Ahmet Mümtaz Taylan'ın ünlü konukları, NTV ekranlarında Empati'de her hafta başka hayatlara gidip, haberlere konu olmuş, tarihe geçmiş, insan hikayelerini görüp, onların yaşadıklarıyla, acılarıyla, mutluluklarıyla, aşklarıyla, gözyaşlarıyla; hayatlarıyla empati kuruyorlar. Ünlü konuklar yaşanmış hikayelerle empati kurarken, kendilerine dair bambaşka gerçekleri ortaya çıkıyor.
Yapımcılığını BBO Yapım Şafak Bakkalbaşıoğlu ve Mahperi Altun Uçar'ın üstlendiği programda Ahmet Mümtaz Taylan, konuklarına yaşanmış, haberlere konu olmuş insan hikayelerini anlatıyor ve "sen olsan ne yapardın" diye soruyor.
SOYADININ HİKAYESİNİ ANLATTI
Akrabalarım beni bulmasın diye. Melek Mosso, Melek Davarcı olan adını değiştirme hikayesini Ahmet Mümtaz Taylan'a şöyle anlattı: "16 yaşımdan beri Mosso'yum. Akrabalarım beni sosyal medyada bulmasın diye kendime bir profil aldım. Mosso bir müzik terimi, neşeli ve hızlanan anlamına geliyor. Flüt notalarında çok olur. Oradan aldığım bir mahlasımdı Mosso. Müzikleri yüklerken de ekiple birlikte 10 dakika içinde düşünüp karar verdiğimiz bir isim oldu, üzerinde kafa patlattığımız bir şey değildi."

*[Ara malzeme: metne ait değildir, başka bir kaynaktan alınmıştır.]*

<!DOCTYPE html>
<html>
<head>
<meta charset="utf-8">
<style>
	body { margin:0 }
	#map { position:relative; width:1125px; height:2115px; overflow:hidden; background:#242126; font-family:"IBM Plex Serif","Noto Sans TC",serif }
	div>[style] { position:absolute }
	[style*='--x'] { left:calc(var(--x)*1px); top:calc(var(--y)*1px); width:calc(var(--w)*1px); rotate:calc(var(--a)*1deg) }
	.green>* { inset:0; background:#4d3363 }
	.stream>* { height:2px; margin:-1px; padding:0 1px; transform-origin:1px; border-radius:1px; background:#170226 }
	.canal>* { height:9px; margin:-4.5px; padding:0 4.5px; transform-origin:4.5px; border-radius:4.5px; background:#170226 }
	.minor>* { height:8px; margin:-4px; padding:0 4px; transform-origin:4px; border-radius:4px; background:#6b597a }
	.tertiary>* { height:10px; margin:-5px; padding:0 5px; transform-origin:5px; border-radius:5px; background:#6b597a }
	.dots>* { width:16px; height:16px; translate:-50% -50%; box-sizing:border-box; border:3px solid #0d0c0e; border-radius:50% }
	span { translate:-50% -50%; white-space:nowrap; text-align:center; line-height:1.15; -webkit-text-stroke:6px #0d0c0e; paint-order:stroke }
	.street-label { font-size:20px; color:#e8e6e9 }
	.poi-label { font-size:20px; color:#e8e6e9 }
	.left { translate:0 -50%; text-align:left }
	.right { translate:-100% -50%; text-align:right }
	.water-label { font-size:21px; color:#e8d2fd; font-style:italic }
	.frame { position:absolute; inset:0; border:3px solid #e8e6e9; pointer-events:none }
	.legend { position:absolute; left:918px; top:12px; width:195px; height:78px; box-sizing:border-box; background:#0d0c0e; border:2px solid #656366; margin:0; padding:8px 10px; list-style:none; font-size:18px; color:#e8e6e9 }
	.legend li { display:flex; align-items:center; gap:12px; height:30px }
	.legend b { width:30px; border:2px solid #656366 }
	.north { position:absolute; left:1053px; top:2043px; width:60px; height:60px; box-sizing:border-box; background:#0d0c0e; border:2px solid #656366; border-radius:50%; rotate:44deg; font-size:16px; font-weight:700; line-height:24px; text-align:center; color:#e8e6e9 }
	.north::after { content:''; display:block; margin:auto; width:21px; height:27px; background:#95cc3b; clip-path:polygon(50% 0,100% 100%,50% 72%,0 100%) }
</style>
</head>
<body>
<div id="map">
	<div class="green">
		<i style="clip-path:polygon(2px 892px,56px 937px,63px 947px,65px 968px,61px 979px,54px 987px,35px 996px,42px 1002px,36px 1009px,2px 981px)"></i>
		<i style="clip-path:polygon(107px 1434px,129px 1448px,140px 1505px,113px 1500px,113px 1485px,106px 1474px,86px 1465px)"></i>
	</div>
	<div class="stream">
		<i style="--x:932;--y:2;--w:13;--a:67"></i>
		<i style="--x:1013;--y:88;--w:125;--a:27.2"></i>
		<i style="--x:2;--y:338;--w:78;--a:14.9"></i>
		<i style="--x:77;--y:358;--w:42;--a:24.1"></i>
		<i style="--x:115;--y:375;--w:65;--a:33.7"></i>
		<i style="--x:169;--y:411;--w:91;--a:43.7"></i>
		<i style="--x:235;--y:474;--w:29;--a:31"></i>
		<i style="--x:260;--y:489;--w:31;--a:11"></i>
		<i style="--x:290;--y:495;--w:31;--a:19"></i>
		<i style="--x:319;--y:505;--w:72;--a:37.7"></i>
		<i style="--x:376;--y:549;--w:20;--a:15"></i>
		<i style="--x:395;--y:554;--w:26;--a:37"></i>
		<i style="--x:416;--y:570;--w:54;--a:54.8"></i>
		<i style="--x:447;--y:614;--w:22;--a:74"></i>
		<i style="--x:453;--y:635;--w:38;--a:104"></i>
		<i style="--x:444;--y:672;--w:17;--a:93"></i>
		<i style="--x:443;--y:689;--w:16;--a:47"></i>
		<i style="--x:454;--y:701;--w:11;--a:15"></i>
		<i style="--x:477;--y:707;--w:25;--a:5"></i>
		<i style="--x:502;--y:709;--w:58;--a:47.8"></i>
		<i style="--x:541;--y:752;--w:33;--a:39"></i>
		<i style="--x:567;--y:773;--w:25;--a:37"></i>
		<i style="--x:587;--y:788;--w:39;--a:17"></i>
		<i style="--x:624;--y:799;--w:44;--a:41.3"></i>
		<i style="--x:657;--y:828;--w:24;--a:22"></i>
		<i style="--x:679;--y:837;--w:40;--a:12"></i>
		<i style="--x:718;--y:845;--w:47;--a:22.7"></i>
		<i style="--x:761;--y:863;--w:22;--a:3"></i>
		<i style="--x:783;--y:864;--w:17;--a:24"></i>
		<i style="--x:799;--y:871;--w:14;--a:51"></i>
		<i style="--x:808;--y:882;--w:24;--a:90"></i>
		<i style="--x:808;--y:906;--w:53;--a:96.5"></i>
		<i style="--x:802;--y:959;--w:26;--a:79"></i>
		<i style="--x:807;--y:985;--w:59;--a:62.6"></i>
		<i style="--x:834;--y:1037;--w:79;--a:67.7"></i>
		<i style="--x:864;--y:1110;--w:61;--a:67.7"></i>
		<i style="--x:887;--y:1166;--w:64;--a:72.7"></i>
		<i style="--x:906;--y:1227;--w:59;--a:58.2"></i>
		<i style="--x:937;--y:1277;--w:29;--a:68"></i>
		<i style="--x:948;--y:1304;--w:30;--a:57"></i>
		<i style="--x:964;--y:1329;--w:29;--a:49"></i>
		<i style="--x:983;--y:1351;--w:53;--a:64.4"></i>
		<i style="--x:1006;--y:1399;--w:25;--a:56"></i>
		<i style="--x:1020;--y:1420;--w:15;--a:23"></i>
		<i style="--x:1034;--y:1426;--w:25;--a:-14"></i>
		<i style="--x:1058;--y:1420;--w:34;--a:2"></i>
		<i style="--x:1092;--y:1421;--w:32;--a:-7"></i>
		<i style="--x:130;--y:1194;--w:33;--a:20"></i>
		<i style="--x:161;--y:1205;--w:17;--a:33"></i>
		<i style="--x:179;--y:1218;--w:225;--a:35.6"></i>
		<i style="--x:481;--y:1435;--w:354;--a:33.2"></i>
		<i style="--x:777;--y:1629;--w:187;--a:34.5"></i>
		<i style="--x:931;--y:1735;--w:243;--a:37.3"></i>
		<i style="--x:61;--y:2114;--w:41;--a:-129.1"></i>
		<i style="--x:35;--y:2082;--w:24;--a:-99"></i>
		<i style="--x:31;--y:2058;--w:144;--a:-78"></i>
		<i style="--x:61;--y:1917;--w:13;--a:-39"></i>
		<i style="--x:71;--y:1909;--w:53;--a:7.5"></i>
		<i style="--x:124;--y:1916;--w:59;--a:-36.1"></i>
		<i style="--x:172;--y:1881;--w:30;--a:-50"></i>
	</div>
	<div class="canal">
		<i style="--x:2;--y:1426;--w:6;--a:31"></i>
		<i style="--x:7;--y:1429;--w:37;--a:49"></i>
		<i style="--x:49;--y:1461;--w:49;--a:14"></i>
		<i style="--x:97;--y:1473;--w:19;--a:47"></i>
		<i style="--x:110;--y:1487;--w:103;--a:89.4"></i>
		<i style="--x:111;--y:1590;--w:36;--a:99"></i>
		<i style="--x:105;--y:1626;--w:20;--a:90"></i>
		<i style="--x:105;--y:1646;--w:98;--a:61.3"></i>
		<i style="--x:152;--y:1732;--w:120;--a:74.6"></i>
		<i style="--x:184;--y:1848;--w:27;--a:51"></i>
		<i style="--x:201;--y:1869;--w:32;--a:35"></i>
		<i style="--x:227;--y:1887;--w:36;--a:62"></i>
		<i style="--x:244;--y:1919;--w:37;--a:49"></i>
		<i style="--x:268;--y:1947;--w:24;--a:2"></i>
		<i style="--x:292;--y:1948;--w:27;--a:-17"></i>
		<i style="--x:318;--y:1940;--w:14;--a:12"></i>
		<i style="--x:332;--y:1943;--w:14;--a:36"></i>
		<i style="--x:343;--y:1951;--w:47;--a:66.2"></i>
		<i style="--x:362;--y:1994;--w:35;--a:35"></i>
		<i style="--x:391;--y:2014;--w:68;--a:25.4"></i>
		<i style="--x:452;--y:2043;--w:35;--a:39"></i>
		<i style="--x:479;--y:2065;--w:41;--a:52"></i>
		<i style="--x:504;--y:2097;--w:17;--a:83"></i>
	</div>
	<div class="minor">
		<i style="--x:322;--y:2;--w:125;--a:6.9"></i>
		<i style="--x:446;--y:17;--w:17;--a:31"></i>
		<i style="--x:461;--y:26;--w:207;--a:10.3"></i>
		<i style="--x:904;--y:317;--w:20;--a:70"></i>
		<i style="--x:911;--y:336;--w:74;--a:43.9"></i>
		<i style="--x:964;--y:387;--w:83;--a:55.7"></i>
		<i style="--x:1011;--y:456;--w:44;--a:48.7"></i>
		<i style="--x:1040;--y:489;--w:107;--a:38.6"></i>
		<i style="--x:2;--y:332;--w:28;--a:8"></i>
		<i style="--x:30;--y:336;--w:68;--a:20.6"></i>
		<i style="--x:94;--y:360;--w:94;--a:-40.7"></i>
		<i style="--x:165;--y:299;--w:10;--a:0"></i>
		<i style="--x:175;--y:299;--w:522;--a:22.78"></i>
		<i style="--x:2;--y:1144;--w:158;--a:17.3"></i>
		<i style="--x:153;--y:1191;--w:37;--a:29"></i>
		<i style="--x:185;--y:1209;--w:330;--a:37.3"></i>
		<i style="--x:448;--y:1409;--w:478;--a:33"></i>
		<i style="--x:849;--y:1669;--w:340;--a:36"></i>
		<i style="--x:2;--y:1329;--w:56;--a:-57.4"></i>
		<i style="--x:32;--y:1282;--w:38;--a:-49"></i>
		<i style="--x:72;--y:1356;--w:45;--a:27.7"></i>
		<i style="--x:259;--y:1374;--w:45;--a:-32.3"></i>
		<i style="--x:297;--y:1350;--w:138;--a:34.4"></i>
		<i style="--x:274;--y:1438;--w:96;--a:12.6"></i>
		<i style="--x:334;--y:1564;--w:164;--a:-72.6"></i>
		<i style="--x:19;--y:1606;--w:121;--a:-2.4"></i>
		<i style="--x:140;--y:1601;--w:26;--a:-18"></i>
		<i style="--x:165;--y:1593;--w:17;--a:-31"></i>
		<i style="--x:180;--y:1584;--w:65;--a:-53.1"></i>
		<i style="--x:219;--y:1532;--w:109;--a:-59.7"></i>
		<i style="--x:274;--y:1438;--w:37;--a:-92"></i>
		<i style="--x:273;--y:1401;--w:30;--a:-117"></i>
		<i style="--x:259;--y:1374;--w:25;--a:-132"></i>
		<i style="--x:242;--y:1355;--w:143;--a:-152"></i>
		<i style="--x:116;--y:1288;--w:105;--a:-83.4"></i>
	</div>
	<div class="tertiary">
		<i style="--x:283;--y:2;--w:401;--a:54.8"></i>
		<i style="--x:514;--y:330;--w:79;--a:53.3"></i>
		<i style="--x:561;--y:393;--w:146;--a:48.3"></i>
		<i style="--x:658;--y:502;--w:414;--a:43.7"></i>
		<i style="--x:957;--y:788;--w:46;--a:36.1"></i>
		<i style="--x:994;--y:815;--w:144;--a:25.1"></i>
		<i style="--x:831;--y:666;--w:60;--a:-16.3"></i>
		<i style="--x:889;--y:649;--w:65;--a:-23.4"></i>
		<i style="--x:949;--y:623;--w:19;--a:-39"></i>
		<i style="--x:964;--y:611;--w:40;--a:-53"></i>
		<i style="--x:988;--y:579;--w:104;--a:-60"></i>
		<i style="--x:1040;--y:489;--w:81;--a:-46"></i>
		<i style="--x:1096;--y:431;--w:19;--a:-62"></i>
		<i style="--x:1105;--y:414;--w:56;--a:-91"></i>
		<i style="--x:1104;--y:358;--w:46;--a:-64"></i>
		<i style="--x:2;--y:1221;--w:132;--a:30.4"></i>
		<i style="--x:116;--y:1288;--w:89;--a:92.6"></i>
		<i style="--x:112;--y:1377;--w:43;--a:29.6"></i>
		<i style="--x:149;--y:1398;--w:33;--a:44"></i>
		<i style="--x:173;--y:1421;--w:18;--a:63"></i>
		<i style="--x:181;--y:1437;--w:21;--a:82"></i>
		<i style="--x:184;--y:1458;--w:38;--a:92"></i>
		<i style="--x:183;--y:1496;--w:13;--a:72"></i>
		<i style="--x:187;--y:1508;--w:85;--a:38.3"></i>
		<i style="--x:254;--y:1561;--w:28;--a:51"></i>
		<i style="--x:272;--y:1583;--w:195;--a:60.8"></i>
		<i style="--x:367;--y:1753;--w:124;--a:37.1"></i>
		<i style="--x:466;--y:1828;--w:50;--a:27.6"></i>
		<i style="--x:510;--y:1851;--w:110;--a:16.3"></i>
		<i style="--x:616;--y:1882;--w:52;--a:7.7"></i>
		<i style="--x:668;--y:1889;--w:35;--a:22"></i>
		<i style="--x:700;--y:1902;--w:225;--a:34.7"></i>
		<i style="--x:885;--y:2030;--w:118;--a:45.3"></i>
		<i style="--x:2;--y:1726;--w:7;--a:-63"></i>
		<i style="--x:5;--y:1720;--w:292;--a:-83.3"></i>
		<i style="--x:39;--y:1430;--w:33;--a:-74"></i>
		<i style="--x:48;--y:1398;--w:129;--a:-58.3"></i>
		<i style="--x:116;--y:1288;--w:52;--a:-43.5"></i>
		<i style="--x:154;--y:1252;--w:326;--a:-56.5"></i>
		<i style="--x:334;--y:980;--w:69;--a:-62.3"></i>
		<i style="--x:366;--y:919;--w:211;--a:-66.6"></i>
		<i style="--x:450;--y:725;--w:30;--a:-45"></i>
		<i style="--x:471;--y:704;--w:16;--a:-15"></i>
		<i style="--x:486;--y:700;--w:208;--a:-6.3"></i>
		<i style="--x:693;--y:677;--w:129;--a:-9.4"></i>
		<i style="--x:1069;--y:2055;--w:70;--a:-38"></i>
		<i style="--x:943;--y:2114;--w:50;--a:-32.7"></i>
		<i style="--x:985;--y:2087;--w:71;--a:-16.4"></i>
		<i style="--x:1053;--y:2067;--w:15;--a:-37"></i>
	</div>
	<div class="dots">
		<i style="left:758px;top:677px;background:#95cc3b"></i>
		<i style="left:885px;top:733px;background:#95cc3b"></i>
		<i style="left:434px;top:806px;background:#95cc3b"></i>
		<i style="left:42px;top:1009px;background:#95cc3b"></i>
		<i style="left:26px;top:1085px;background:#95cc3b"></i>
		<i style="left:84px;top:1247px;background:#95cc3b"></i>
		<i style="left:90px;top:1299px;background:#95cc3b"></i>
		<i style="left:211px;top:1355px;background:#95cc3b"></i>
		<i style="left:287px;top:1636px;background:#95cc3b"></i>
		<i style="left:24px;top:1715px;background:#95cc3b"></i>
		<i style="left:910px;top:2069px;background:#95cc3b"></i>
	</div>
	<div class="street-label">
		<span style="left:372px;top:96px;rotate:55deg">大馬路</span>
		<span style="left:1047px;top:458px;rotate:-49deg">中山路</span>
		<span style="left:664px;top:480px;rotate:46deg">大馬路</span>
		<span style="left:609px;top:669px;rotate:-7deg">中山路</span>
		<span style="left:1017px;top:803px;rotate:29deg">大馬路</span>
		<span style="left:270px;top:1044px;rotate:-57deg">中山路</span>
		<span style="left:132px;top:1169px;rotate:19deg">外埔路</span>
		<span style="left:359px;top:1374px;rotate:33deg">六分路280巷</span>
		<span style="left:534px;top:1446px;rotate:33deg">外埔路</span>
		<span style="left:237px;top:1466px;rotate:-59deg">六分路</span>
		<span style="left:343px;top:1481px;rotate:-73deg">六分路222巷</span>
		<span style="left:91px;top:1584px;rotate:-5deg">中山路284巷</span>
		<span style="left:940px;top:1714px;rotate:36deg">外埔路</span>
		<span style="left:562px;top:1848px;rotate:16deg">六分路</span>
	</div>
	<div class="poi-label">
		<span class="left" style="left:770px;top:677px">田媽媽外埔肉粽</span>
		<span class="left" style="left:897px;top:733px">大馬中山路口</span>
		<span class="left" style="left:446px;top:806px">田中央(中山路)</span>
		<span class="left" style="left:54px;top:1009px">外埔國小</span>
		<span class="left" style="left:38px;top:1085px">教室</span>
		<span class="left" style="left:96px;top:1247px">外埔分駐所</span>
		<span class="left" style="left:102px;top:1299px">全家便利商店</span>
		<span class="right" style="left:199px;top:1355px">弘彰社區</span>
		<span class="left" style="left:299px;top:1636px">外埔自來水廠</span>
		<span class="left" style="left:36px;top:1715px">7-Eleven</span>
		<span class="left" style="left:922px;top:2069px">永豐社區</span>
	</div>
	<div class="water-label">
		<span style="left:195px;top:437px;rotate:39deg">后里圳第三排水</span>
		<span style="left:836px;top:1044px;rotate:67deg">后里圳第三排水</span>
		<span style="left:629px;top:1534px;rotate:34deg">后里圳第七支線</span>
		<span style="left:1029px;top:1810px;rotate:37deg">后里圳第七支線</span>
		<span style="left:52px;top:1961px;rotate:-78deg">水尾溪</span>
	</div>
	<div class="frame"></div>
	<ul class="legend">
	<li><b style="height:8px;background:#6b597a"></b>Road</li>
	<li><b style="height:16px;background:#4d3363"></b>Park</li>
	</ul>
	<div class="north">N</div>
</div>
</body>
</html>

EVİMİ GÖRÜNCE ANNEM AĞLAMAYA BAŞLADI
Melek Mosso, ailesinden ayrıldığı ve ilk çalışmaya başladığı dönem için "Bütün zorluklar şu an o kadar güzel geliyor ki. O çabanın her anının keyfini çıkartarak yaşadım, zorluğun da keyfini çıkartmak diye bir şey var..." diyerek anlattı. Mosso: "Çok kötü bir evde kalıyordum. Kartonun üzerine sünger atmıştım, bir elektrikli soba, orada yatıyordum. Evimin doğru dürüst kapısı, penceresi yoktu. Öğretmen maaşı alıyorum. Hayata yetebilmek için hem özel ders veriyorum, gece mekanlarda sahneye çıkıyorum, 4'te eve gelip, 08:30 dersine yetişiyordum. Annemle babam evi ilk gördüklerinde şok oldular, Annem ağlamaya başladı. Bana garip geldi onların üzüntüsü, ben çok mutluydum. Beni sonra o evden taşıdılar."
ÖLDÜRÜLEN KADINLARI HATIRLIYORUZ AMA ADAMLARI HATIRLAMIYORUZ!
Kuzenini aile içi şiddet nedeniyle kaybettiğini ifade eden Melek Mosso, duygularını ve erkek şiddeti için düşüncelerini ise şöyle anlattı: "Adlandıramıyorum, ne diyeceğimi bilemiyorum, kayıplar verdim, travmalarını atlatmam yıllar aldı. Kuzenim öldürüldü, onu da öldüren kocasıydı ve ben o kadını gördüm, unutamıyorum. Aklımdan silemiyorum, kimse silemez. Ben öldürenin psikolojisini asla anlayamıyorum! Empati yapamadığım tek yer burası. Biz o kadınların isimlerini hatırlıyoruz sürekli, o adamların yüzlerini unutmamalıyız. Kadınların isimleri ve nasıl kaybettiğimiz değil, o adamların yüzleri zihnimize kazınmalı. Bütün kadınların yüzlerini hatırlıyoruz değil mi, ama katilleri hatırlamıyoruz! Bir gün kendime dedim ki bu adamların yüzlerini unutmayacağım. Adamlar dışarda ve ellerini kollarını sallayarak geziyor. Özgecanlar, Hülyalar."